One week prior, I began work at a new sales position after being a youth minister for two years. I remember being excited about this new position since the majority of our customers were based in New York City, Washington, D.C., and other cities on the East Coast. I had a lot to learn and needed to get to know the customers quickly.
One week later, my life, the lives of every American, and the lives of many across the world would change forever.
It was September 11, 2001, a day I remember like it was yesterday.
For me, it was an average day. I woke up early, ate breakfast, and got dressed for work. As I got into my Jeep Wrangler, my radio came on. It was tuned to 107.9 FM KMLE Country. Immediately, I heard the disc jockey’s talking about a plane hitting one of the Twin Towers. At first, I thought it was a prank since a week before someone had flown a powered parachute onto the Statue of Liberty. Then the DJ’s were saying that a “small” plane hit the tower. It wasn’t but a minute later that they said it was a large commercial airline and a potential act of terrorism. I was in complete shock.
As I continued my drive to work, I listened in carefully to what was being reported on the radio. By this time, they had switched over to one of the major news stations carrying the breaking news. I will never forget it. It was the creepiest feeling I had ever felt. Sitting at one stoplight after another and looking at other people in the cars around me as they listened in as well. I can only describe it as surreal.
As I walked into our small office, my boss and another co-worker were in standing there in complete shock. The co-worker was from the East Coast originally, New York City actually. She called her family back there but was having a difficult time getting someone to answer the phone. A few minutes later, the brother of my boss walked in with a small television. I remember the four of us huddled around this 13-inch television watching the events of September 11 unfold before our very eyes.
I remember walking back to my office for just a moment. My bosses’ brother yelled, “Oh No!” The first tower began to fall. It was terrifying! I walked outside and called my parents. They were as numb as the rest of us. Then, the second tower fell. Minutes later, the news reported that the Pentagon was hit. The only thing that came to my mind was – what the hell is going on?
My boss advised us to take part of the day off and go to our respective churches to pray. I drove to St. Thomas the Apostle Catholic Church where I attended Mass with the entire elementary school and staff, along with a few others that came to the parish to pray. The priest who celebrated Mass told us all to pray and to pray hard. Again, it was surreal. Before going back to work, I stopped off at home. I remember being sick to my stomach. For the rest of the day, we sat there and watched in horror.
During the day, I received an email from friends who were going to hold a prayer service for our group of friends at their house that night. A friend of mine and I drove up to their house where at least 20 of our friends gathered. The television was on and all we did was watch the towers fall again. We began by praying the Holy Rosary, then the Chaplet of Divine Mercy, and then we read from the Scriptures and offered up prayers for the victims and their families. As we continued our prayers, some friends began to weep for fear of more to come.

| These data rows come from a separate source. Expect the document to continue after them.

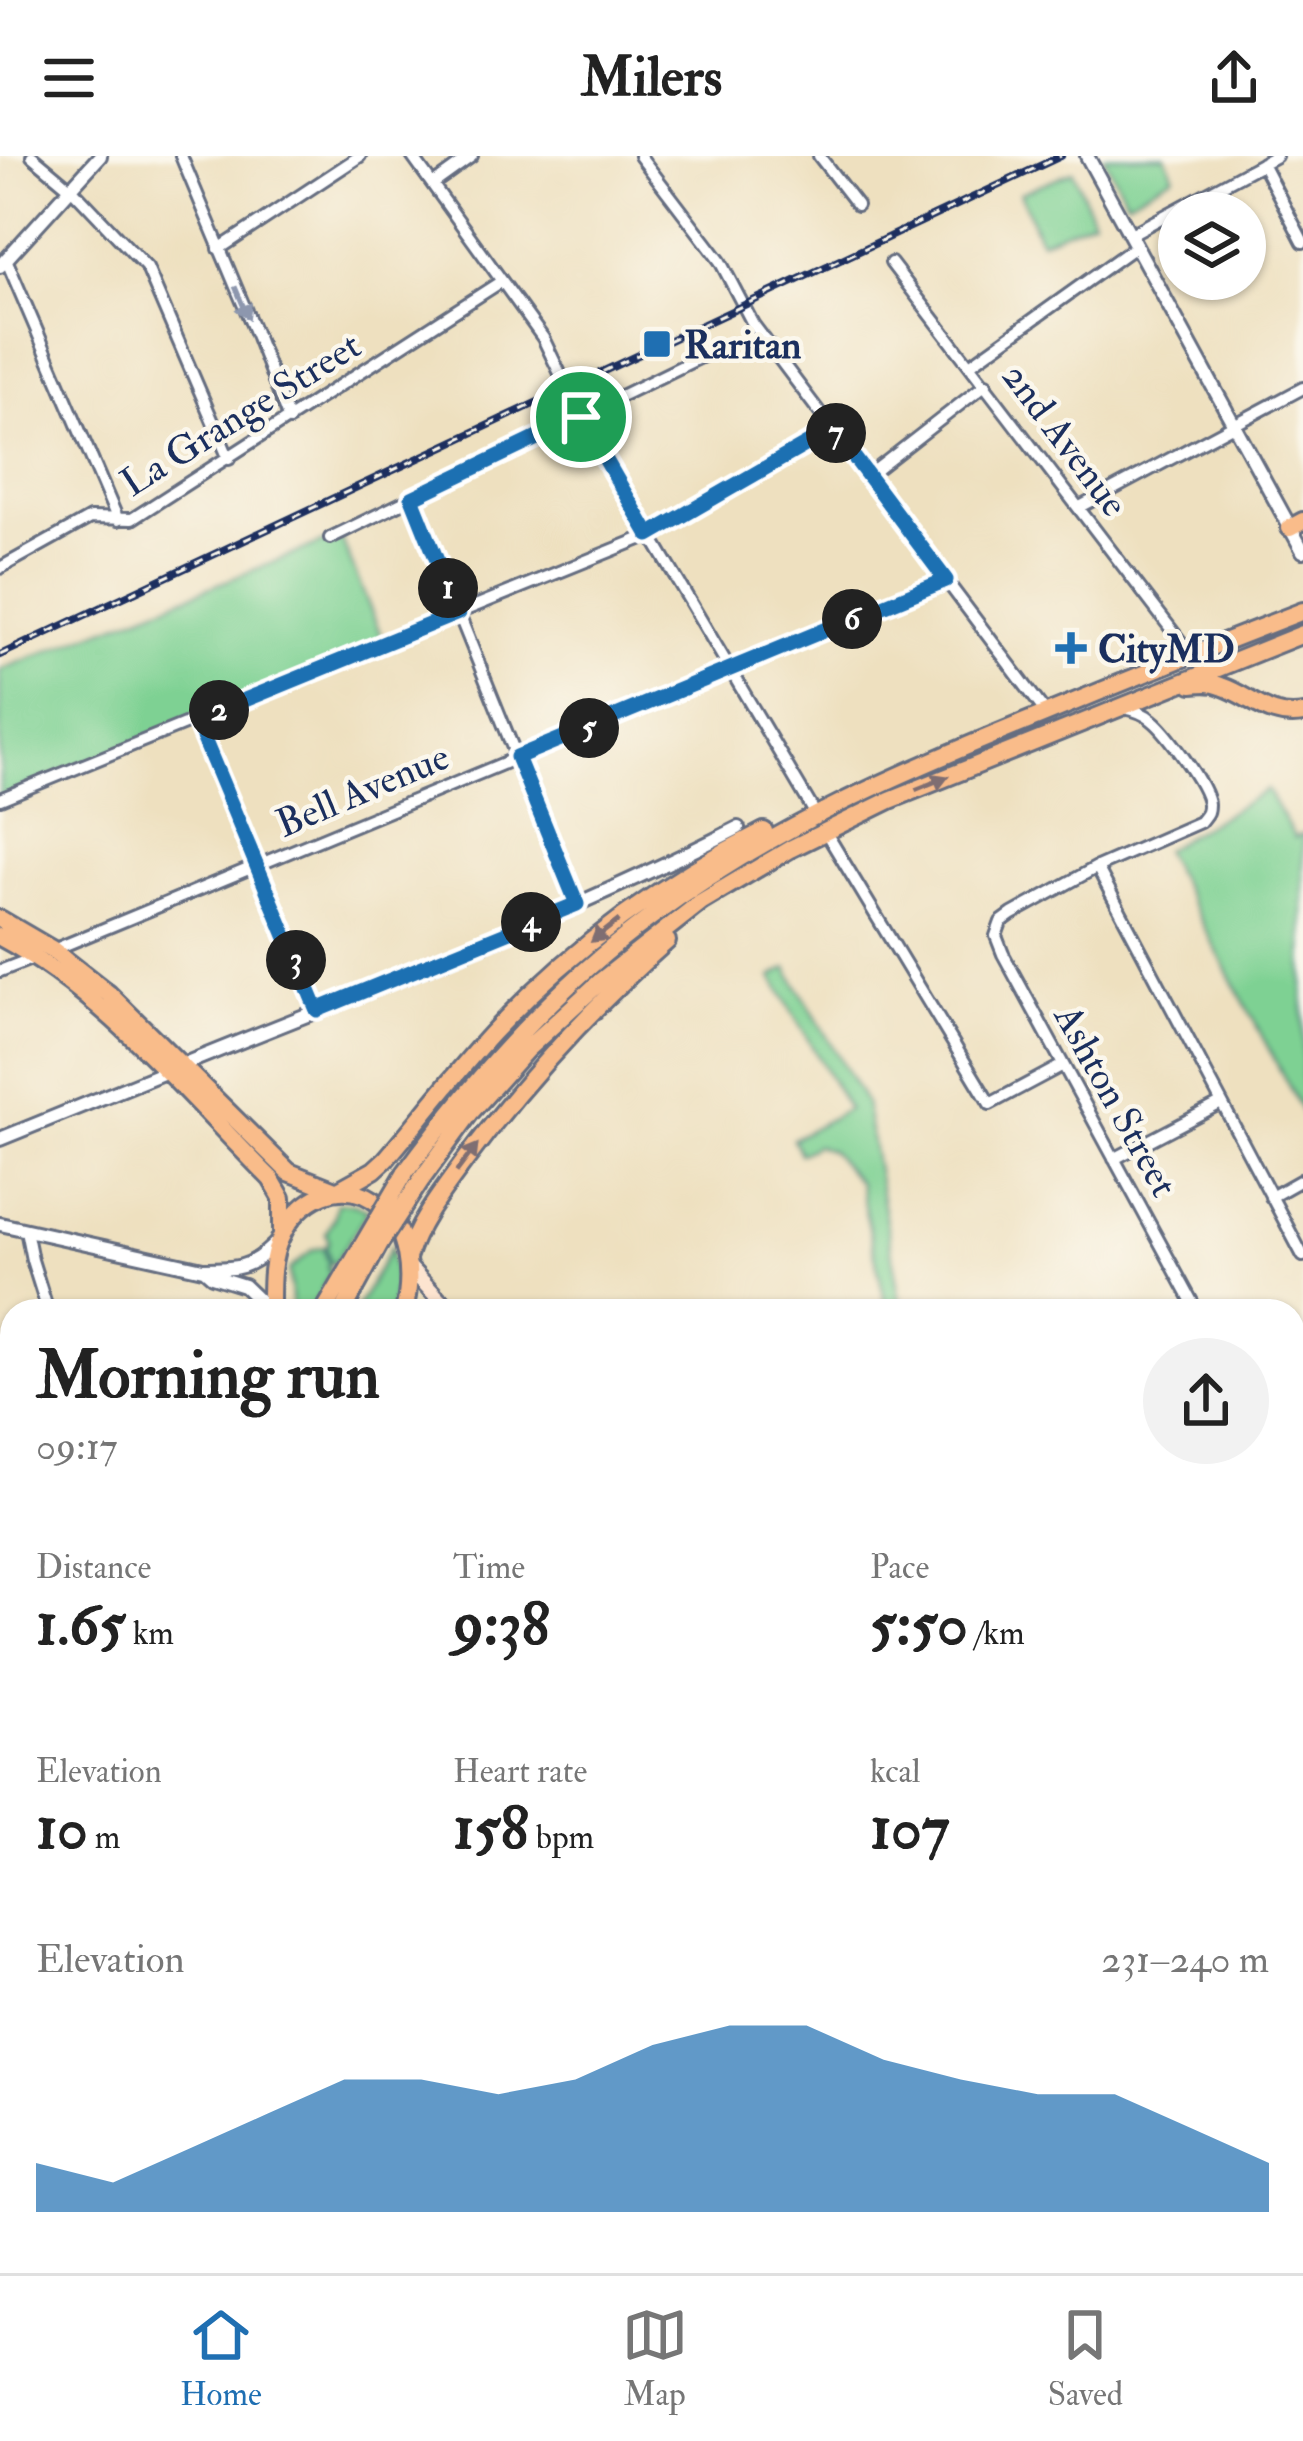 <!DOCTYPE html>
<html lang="en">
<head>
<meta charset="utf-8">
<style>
  body { margin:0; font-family:"IM FELL Double Pica",serif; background:#f2f2f2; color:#222; height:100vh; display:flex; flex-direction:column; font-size:45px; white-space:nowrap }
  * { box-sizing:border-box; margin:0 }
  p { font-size:39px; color:#767676 }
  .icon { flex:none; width:66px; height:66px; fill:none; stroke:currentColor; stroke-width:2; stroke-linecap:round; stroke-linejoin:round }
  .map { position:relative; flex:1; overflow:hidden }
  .side { position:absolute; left:0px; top:1143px; width:1305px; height:975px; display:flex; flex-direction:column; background:#fff; border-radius:36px 36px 0 0; box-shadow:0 3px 9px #0004 }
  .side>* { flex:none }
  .tools { position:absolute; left:1158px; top:36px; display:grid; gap:24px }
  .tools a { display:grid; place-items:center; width:108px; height:108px; border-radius:50%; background:#fff; box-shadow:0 3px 9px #0004; font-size:60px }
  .pin { position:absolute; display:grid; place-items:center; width:102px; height:102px; color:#fff; margin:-51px; border:6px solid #fff; border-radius:50%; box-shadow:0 3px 12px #0007 }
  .km { position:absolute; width:60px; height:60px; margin:-30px; border-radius:50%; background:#222; color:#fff; font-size:33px; line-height:60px; text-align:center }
  .round { display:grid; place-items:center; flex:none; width:126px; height:126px; border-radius:63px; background:#f2f2f2 }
  .summary { display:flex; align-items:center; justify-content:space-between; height:204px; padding:0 36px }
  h1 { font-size:66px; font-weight:700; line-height:90px }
  .metrics { display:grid; grid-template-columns:repeat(3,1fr); gap:18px; height:204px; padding:12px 36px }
  .metrics div { display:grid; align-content:center }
  .metrics b { font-size:60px; font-weight:700 }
  .metrics small { font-size:33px; font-weight:400 }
  .metrics p { font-size:33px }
  .chart { height:336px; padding:24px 36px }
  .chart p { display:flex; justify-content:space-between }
  .chart svg { width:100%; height:216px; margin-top:12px; fill:#1f6fb2; opacity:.7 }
  header { display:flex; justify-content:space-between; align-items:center; height:156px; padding:0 36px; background:#fff; font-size:54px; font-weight:700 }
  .menu { display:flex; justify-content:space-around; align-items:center; height:168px; border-top:3px solid #e0e0e0; background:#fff; font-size:33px; color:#767676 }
  .menu a { display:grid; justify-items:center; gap:6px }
  .menu .selected { color:#1f6fb2 }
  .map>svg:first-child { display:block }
  .green { fill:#7ed193; stroke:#4c8078; stroke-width:3 }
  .forest { fill:#66b37d; stroke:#40716e; stroke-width:3 }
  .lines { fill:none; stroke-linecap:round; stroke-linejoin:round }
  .stream { stroke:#47aac6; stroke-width:3 }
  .minor-casing { stroke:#656d80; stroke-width:16 }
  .tertiary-casing { stroke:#656d80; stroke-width:18 }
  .secondary-casing { stroke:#656d80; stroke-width:20 }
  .trunk-casing { stroke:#656d80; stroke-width:22 }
  .minor { stroke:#fff; stroke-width:10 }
  .tertiary { stroke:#fff; stroke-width:12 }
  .secondary { stroke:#fde4d0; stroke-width:14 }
  .trunk { stroke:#f9bc8a; stroke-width:16 }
  .rail-casing { stroke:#1b2f5e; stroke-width:8 }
  .rail { stroke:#fbf7ec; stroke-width:3; stroke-dasharray:9; stroke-linecap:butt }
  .trunk-bridge-casing { stroke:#656d80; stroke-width:22; stroke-linecap:butt }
  .trunk-bridge { stroke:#f9bc8a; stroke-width:16 }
  .oneway { fill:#8d97ae }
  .oneway2 { fill:#7f6e72 }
  .route-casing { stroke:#fff; stroke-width:24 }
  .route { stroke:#1f6fb2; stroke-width:15 }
  .poi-dot { fill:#1f6fb2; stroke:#fbf7ec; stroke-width:4.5 }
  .labels { text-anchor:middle; stroke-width:9; stroke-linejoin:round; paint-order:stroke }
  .poi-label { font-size:39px; font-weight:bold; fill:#1b2f5e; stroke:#fbf7ec; text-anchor:start }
  .street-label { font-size:39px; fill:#1b2f5e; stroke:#fbf7ec }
</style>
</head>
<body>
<header><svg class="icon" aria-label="menu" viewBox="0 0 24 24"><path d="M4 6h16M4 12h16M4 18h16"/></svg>Milers<svg class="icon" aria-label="share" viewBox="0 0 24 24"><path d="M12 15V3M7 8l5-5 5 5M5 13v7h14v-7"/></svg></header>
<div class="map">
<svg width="1303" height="2117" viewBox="0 0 1303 2117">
  <rect width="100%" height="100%" fill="#fbf7ec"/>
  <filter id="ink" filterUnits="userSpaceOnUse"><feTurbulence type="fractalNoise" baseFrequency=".00833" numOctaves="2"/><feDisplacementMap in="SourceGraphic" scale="24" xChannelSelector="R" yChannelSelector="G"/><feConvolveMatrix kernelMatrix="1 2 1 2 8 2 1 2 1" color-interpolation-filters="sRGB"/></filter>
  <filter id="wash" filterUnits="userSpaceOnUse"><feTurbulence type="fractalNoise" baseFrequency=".004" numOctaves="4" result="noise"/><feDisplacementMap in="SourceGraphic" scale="48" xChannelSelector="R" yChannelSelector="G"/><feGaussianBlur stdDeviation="2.7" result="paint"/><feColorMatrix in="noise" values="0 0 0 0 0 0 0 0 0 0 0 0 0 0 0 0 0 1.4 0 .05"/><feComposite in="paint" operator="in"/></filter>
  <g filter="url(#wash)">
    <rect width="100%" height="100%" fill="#eee0bf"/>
    <!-- green -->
    <path class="green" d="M1103 0H1165L1174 19 1127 45Z
      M1073 15 1093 63 1040 85 1020 37Z
      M340 380 383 484 0 642V514Z
      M1267 634 1295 682 1303 678V957L1163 694Z
      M787 812 865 946 901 1150 1003 1140 1010 1155H900L885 1145 859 1027 831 995 816 989 800 998 793 983 848 953 772 821Z
      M337 1047 354 1048 368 1054 335 1107H331L326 1091 329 1085 326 1077 334 1062Z
      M323 1091 329 1109 327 1111 330 1115 332 1113 311 1155H292L289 1114 312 1094Z
      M391 1091 395 1121 392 1155H355Z
      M1293 1365 1303 1368V2117H1053L1049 2106H1293Z"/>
    <!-- forest -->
    <path class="forest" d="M24 2106H277L271 2110 260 2107 251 2117H22Z
      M287 2106H643L645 2117H276L286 2112Z"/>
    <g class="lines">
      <!-- stream -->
      <path class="stream" d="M523 2117 525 2106"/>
    </g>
  </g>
  <g filter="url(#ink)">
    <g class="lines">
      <defs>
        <path id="minor" d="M32 0 75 36 147 112 229 303
          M181 0 257 181 289 264
          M412 0 543 182 581 261 815 657
          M640 0 720 105 753 168 1046 557
          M819 0 857 49
          M1262 7 1303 86
          M433 28 472 0
          M1131 78 1276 0
          M219 93 360 0
          M6 103 118 364
          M891 107 1191 499
          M971 208 1136 90
          M868 320 986 228
          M412 342 576 748
          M1080 351 1303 232
          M330 382 705 199
          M0 412 90 362 132 363 502 125
          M1124 552C1135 554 1144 557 1152 564 1166 575 1207 630 1208 648 1208 658 1206 658 1200 666L1097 711 1012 758 1001 766 996 780 1003 798 1197 1155
          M196 564 317 854
          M0 643 640 383 833 273
          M825 675 990 948 1063 909
          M1097 711 1303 1100
          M53 794 946 424
          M0 815 36 801
          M1114 1003 1221 947
          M1271 1041 1303 1023
          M26 1074 32 1104 48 1155
          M0 1316 12 1312
          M0 1546 12 1576
          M0 1695 12 1691
          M954 2106 958 2117
          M1035 2106 1040 2117
          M720 2117V2106"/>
        <path id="tertiary" d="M1087 0 1303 395
          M0 110 100 0
          M182 909C368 833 559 764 738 672
          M0 983 165 916
          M0 1068 203 1113C237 1113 250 1113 275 1088
          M204 1113 212 1120 244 1130 270 1155"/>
        <path id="secondary" d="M408 1110 440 1144 457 1155
          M1293 1347 1303 1349"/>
        <path id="trunk" d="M1290 372 1303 365
          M1192 528C1202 527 1212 526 1221 530 1251 540 1269 564 1303 558
          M0 763 53 794 109 838 289 1016 335 1034
          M0 781C105 837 187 939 271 1023L282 1042V1077
          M405 1017C475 921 556 831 651 761 773 671 901 616 1040 560 1127 524 1215 489 1303 455
          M421 1024 470 957 527 893 602 824 701 746 790 693 890 644 1303 478
          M338 1034 374 1014 386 1003C422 961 455 917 492 877 570 794 662 726 764 675
          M407 1102C418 1066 442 1036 464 1006 525 924 591 852 667 785
          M271 1155C271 1130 270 1103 281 1081 298 1042 344 1018 380 1049 409 1074 413 1121 404 1155
          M0 2066 12 2032
          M0 2110 12 2071"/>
      </defs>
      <!-- minor casing -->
      <use href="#minor" class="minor-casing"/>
      <!-- tertiary casing -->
      <use href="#tertiary" class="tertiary-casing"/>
      <!-- secondary casing -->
      <use href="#secondary" class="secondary-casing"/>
      <!-- trunk casing -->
      <use href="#trunk" class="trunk-casing"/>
      <!-- minor -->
      <use href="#minor" class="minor"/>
      <!-- tertiary -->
      <use href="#tertiary" class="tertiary"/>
      <!-- secondary -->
      <use href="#secondary" class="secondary"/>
      <!-- trunk -->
      <use href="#trunk" class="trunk"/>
      <defs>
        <path id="rail" d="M0 499 1061 0"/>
      </defs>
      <!-- rail casing -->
      <use href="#rail" class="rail-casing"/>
      <!-- rail -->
      <use href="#rail" class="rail"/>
      <defs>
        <path id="trunk-bridge" d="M324 1155 405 1017
          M343 1155 380 1087 421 1024"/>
      </defs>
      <!-- trunk-bridge casing -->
      <use href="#trunk-bridge" class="trunk-bridge-casing"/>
      <!-- trunk-bridge -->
      <use href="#trunk-bridge" class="trunk-bridge"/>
    </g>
    <!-- one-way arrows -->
    <defs><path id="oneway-solid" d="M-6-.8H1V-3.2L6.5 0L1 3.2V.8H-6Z" transform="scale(3)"/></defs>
    <use class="oneway" href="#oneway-solid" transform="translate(242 147) rotate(67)"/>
    <g class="oneway2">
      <use href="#oneway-solid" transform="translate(932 627) rotate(-22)"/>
      <use href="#oneway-solid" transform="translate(605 775) rotate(142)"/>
      <use href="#oneway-solid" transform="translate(467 1002) rotate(-53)"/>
    </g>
  </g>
  <g class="lines" filter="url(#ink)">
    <defs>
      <path id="route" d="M581 261 649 379 833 273 946 424 517 601 577 748 317 854 196 564 458 457 412 342Z"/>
    </defs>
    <!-- route casing -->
    <use href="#route" class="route-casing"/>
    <!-- route -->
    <use href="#route" class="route"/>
  </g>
  <!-- markers -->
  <g class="poi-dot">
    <rect x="642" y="173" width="30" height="30" rx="6"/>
    <path d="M1065 474h12v12h12v12h-12v12h-12v-12h-12v-12h12z"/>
  </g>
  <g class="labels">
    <!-- poi labels -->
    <g class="poi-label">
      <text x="684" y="202">Raritan</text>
      <text x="1098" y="506">CityMD</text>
    </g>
    <!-- street labels -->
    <g class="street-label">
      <text transform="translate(240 257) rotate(-32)" y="14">La Grange Street</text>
      <text transform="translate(1066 283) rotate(53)" y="14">2nd Avenue</text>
      <text transform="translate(362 633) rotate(-23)" y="14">Bell Avenue</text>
      <text transform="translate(1117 944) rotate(61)" y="14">Ashton Street</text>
    </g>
  </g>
</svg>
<div class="tools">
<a><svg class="icon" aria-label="layers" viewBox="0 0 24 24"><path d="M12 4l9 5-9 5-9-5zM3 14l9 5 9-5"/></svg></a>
</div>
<div class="pin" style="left:581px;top:261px;background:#1e9e55"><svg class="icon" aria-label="arrive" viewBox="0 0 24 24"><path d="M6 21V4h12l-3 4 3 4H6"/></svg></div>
<b class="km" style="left:448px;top:432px">1</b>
<b class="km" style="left:219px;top:554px">2</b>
<b class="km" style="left:296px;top:804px">3</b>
<b class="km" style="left:531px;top:766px">4</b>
<b class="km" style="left:589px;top:572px">5</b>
<b class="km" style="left:852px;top:463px">6</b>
<b class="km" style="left:836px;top:277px">7</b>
<section class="side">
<div class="summary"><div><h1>Morning run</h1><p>09:17</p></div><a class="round"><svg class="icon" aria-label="share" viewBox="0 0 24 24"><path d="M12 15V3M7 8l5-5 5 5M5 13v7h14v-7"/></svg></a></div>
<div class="metrics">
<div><p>Distance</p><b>1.65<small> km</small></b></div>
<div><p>Time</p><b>9:38</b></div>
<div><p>Pace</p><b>5:50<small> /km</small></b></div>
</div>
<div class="metrics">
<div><p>Elevation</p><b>10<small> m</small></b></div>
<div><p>Heart rate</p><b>158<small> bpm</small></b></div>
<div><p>kcal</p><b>107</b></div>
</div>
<div class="chart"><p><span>Elevation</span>231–240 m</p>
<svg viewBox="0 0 160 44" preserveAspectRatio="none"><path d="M0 44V34L10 38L20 31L30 24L40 17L50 17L60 20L70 17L80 10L90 6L100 6L110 13L120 17L130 20L140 20L150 27L160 34V44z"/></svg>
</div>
</section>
</div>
<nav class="menu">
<a class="selected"><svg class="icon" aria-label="home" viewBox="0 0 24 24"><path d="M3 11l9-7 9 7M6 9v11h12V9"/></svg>Home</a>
<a><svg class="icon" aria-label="map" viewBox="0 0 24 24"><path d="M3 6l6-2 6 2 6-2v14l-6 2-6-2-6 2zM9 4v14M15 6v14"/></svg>Map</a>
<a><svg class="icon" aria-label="saved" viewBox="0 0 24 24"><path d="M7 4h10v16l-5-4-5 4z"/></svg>Saved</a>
</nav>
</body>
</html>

As my friend and I drove back to my home, we looked up in the sky and did not see one airplane flying overhead. The freeway we were traveling on lined up with some of the flight patterns for Sky Harbor Airport. We didn’t see airplanes because the FAA grounded all flights around the country. Many people were stranded for days in cities that were not their own.
I went to bed that night very late since I could not sleep. I knew that the world had changed that day. Evil, in the form of Islamic extremism, had made itself known to the United States that day on our soil.
It’s a day that I will never forget. It’s a day I remember like it was yesterday.
On this day, the nineteenth anniversary of the attacks of September 11, let us never forget what happened. Let us keep the memories of those that were lost in our hearts. We especially pray for the souls of the emergency response teams that bravely entered the towers not knowing what their fate would be in the end.
During your day today, offer up prayers for the souls that were lost and the families that lost a loved one.
Thanks for the post Tom. Truly a sobering time for us all. I’ve been to the 911 Memorial a couple of times and that is an emotionally draining experience. I don’t think anyone will forget the events of that day. At least I hope not.
God Bless you Tom, for reminding us of that tragic day that chaged the USA and a day that will live with us forever.